Low-Loss Plasmonic Metamaterials | Science/AAAS

Low-Loss Plasmonic Metamaterials | Science/AAAS: Metals have traditionally been the material of choice for the building blocks, but they suffer from high resistive losses—even metals with the highest conductivities, silver and gold, exhibit excessive losses at optical frequencies that restrict the development of devices in this frequency range. The development of new materials for low-loss MM components and telecommunication devices is therefore required.

Metamaterials and plasmonics exploit another revolutionary field in photonics, whereby the features of photonics and electronics are combined by coupling the energy and momentum of a photon to a free electron gas in the form of surface plasmons. Surface plasmons propagate on the surface of the metal, and enable the routing and manipulation of light at the nanoscale (4). Plasmonic MMs face the challenge associated with overcoming the losses that dampen these sub-wavelength coupled excitations.

Laser smaller than a hair could spark a technological revolution

Laser smaller than a hair could spark a technological revolution: They used a 45 nanometer thick layer of cadmium sulfide, a compound used in solar cells and light meters. It's a photoresister, something that resists the passage of photons, but has a resistance that decreases with the amount of light it's exposed to. The cadmium sulfide was placed next to a silver surface, with a gap of 5 nanometers between them. The gap was filled with magnesium fluoride, which allows easy passage for many different wavelengths of light.

The result has been likened to a 'whispering gallery' effect. Instead of leaking here, there and everywhere, the light is passed between the surfaces of these metals and keeps itself mostly in the little gap filled with magnesium flouride. This causes less shed heat, and keeps the laser running at room temperature.
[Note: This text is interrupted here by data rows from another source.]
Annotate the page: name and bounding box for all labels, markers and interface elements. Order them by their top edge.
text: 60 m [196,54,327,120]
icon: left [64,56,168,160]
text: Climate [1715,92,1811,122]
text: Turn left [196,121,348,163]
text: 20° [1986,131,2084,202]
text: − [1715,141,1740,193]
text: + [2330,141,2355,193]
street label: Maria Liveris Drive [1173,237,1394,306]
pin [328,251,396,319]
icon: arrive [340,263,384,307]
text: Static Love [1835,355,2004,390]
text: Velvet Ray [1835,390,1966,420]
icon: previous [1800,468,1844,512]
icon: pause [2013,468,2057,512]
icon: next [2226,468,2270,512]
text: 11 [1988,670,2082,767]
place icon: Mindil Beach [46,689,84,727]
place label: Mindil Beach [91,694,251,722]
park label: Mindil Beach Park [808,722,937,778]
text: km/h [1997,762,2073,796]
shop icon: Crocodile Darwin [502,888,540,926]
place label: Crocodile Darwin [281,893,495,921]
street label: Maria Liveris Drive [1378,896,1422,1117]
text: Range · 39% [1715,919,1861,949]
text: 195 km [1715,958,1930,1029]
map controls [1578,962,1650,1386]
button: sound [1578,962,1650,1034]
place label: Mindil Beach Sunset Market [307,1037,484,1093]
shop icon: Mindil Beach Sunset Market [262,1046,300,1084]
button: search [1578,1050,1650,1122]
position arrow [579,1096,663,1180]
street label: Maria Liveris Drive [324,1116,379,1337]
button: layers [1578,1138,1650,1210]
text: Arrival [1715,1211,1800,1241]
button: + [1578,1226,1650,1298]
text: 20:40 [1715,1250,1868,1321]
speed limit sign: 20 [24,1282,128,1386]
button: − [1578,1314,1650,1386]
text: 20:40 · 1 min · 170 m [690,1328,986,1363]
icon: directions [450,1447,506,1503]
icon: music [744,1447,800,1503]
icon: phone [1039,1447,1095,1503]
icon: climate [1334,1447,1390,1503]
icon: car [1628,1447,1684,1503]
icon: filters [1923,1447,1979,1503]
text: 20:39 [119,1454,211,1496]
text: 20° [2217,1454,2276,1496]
Engineers take plasmon lasers out of deep freeze

Engineers take plasmon lasers out of deep freeze: "the researchers used a total internal reflection technique to bounce surface plasmons back inside a nano-square device. The configuration was made out of a cadmium sulfide square measuring 45 nanometers thick and 1 micrometer long placed on top of a silver surface and separated by a 5 nanometer gap of magnesium fluoride.
The scientists were able to enhance by 18-fold the emission rate of light, and confine the light to a space of about 20 nanometers, or one-twentieth the size of its wavelength. By controlling the loss of radiation, it was no longer necessary to encase the device in a vacuum cooled with liquid helium. The laser functioned at room temperature."